J. Kaczyński znów przegrał w sądzie
Sąd pierwszej instancji ponownie zakazał Jarosławowi Kaczyńskiemu rozpowszechniania wypowiedzi jakoby jego kontrkandydat w wyborach prezydenckich - Bronisław Komorowski chciał prywatyzacji służby zdrowia.
2010-06-22, 23:20
Sąd uznał również, że podana przez Jarosława Kaczyńskiego w czerwcu na wiecu wyborczym informacja, że według programu wyborczego Bronisława Komorowskiego służba zdrowia powinna być "prywatna, sprywatyzowana" jest nieprawdziwa.
Jarosław Kaczyński musi sprostować swoje wypowiedzi w formie płatnego oświadczenia w mediach.
Przeprosin za kłamcę nie będzie
Podobnie jak w wyroku z 16 czerwca sąd oddalił również kontrpozew Jarosława Kaczyńskiego, który chciał od Bronisława Komorowskiego przeprosin za nazwanie lidera PiS kłamcą.

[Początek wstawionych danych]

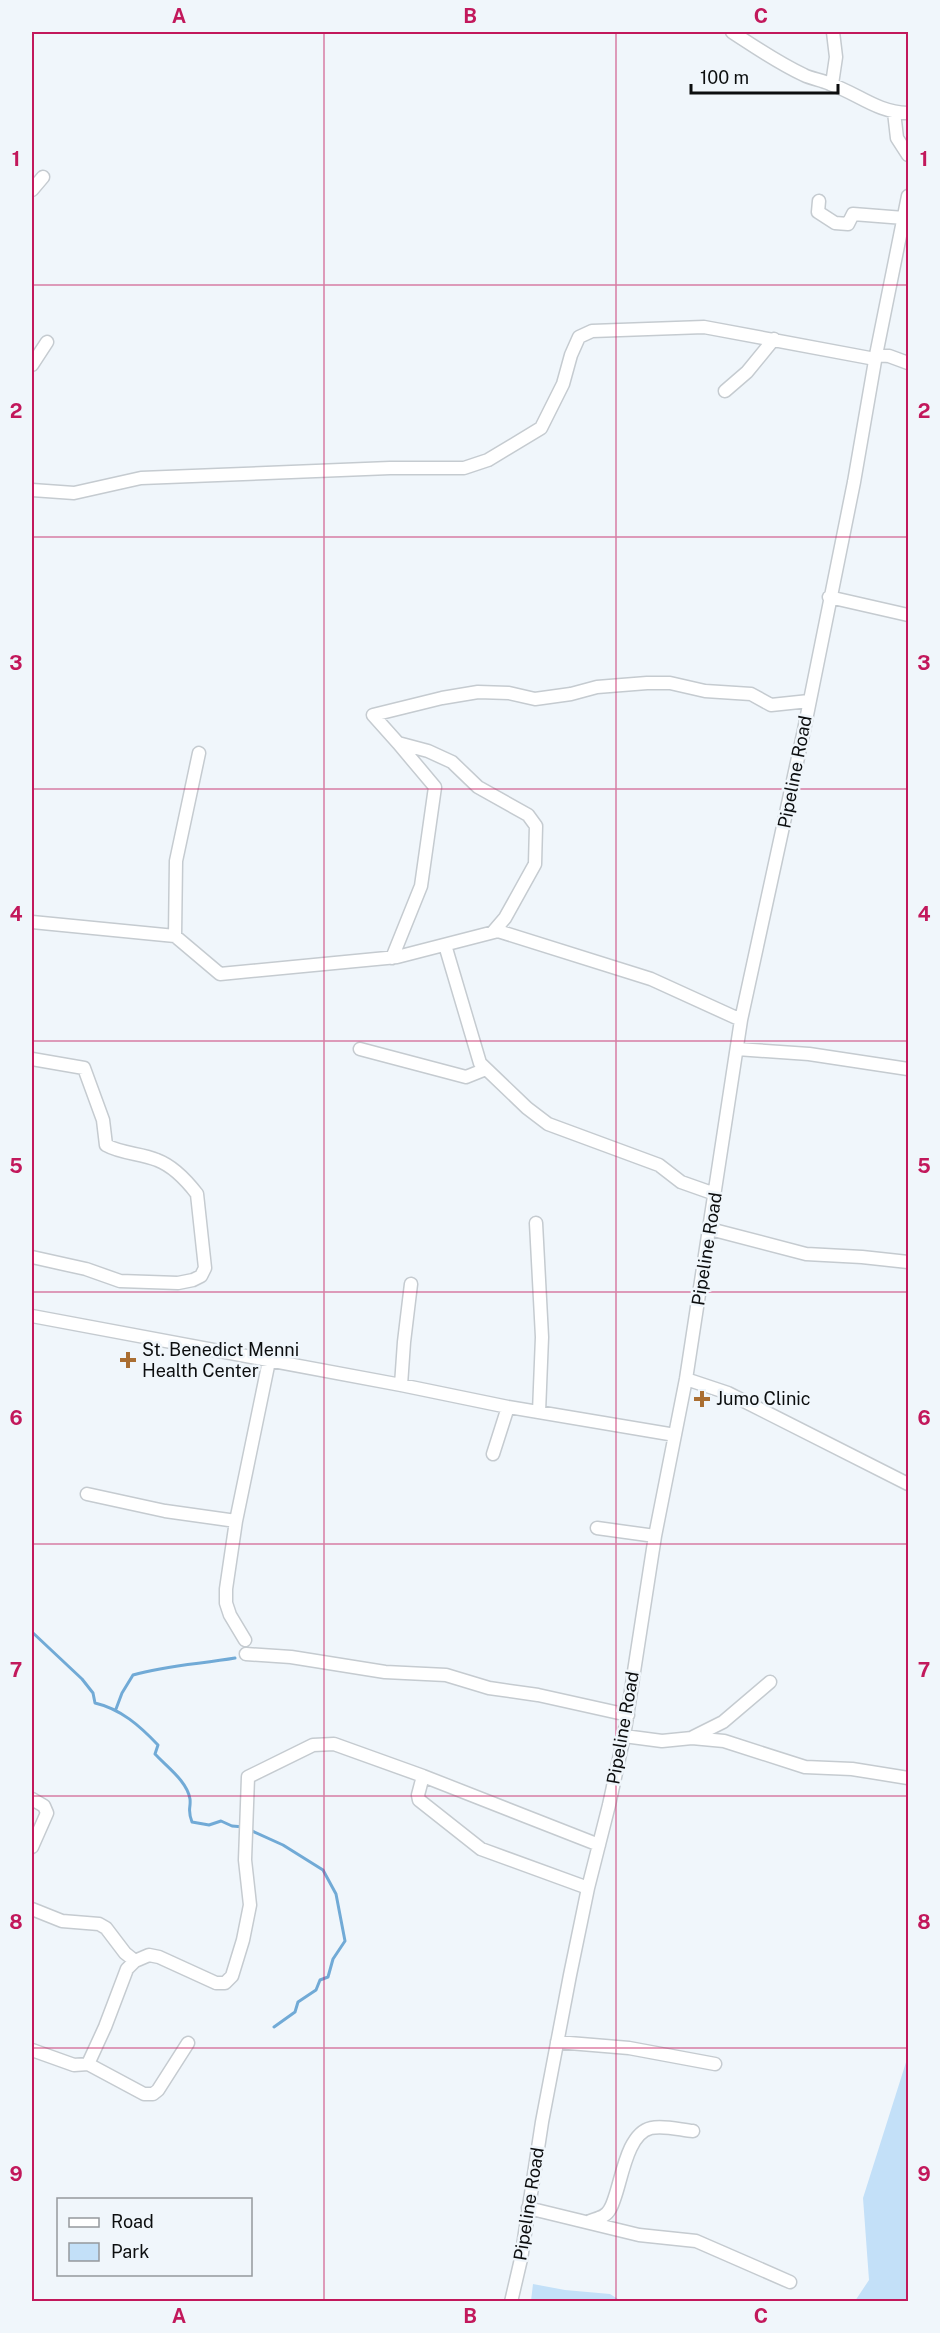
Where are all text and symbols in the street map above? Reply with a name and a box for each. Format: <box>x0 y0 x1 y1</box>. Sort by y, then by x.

Wyrok nie jest prawomocny. Od postanowienia sądu przysługuje odwołanie, które sąd musi rozpatrzyć w ciągu 24 godzin.
W ubiegły piątek Sąd Apelacyjny nakazał ponowne rozpatrzenie sprawy sądowi pierwszej instancji. Orzekł, że zostało naruszone prawo procesowe, bowiem odrzucono prawie wszystkie wnioski dowodowe Jarosława Kaczyńskiego. Jak mówiła sędzia Barbara Trębska, Sąd Okręgowy, ustalając poglądy Komorowskiego, oparł się na sprawie sprzed trzech lat kiedy sąd orzekł, że w programie PO nie ma prywatyzacji, a komunalizacja szpitali.

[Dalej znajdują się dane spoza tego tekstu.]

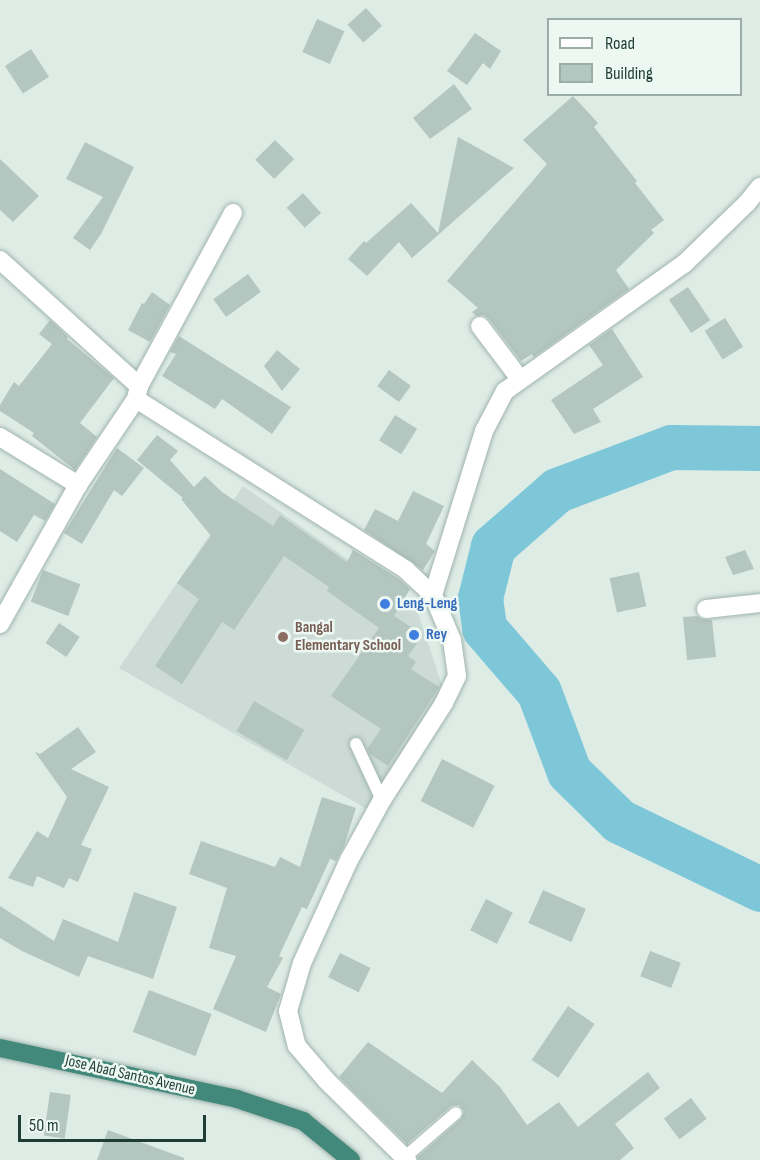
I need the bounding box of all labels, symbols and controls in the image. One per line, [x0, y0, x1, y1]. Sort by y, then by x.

Sąd: Komorowski nie chce prywatyzacji
Dzisiaj sąd na podstawie dostarczonych mu dowodów stwierdził, że nie jest uzasadnione stwierdzenie, że Bronisław Komorowski (PO) chce prywatnej, sprywatyzowanej służby zdrowia.
REKLAMA
Sędzia uznała także, że Jarosław Kaczyński wprowadził świadomie w błąd opinię publiczną, bo znał stanowisko PO w tej sprawie. Po pierwsze pracował nad projektem ustawy o zoz-ach jako poseł VI kadencji, po drugie w 2007 roku odbył się proces wyborczy właśnie dotyczący prywatyzacji szpitali.
W związku z tym sąd postanowił, że oddala pozew lidera PiS, który żądał przeprosin, za to, że kandydat PO zarzucił mu kłamstwo.
Program i zawetowana ustawa
Ponieważ Komorowski podkreśla, że jego poglądy na służbę zdrowia są zbieżne z programem PO sąd przeczytał ten dokument ("Polska zasługuje na cud gospodarczy"). Stwierdzono, że Platforma nie opowiada się w nim za prywatyzacją szpitali.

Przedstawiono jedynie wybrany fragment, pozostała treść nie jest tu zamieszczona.